Pick every line out of the entries below that has the string "House", and copy it.

(Records from a data source)
◇ ◇ ◇ ◇ ◇

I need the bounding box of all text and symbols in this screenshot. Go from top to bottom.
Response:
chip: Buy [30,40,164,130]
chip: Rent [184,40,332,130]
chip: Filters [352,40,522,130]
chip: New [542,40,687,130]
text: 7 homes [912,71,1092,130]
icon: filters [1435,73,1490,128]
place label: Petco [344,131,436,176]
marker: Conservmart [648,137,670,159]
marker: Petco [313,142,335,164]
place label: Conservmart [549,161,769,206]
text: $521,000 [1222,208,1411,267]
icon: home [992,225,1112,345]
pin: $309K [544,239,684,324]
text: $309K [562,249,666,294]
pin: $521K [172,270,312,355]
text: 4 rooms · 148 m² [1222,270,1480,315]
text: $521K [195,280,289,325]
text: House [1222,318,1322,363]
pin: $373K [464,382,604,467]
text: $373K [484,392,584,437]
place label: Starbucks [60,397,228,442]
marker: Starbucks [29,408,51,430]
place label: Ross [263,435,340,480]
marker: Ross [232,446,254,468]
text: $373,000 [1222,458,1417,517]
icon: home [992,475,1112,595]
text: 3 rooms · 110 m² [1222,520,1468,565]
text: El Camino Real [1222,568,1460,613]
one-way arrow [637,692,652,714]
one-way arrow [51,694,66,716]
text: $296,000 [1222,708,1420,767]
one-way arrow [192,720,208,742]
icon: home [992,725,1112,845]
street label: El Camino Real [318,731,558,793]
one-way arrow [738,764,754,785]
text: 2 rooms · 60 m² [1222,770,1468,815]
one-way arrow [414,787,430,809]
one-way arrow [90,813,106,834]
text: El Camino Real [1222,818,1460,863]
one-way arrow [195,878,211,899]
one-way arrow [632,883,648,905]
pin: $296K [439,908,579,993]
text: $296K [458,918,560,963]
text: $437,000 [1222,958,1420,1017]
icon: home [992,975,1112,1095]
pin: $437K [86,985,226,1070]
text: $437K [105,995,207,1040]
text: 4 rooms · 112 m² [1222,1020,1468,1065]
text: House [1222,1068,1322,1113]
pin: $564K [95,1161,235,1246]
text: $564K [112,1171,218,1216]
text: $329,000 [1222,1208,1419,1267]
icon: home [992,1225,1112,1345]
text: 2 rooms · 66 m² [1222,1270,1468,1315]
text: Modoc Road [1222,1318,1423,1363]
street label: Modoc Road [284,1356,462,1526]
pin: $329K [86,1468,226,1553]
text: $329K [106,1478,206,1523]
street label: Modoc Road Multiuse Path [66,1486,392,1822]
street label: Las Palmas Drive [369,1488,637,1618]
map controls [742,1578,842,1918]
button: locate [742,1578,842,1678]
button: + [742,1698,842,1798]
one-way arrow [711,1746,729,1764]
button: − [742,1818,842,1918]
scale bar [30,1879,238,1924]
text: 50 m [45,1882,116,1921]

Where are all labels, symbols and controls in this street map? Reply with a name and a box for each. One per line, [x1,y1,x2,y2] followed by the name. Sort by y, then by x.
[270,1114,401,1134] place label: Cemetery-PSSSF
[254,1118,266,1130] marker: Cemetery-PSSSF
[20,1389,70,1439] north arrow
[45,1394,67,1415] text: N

◇ ◇ ◇ ◇ ◇

▸ EXPECTED OUTPUT:
text: House [1222,318,1322,363]
text: House [1222,1068,1322,1113]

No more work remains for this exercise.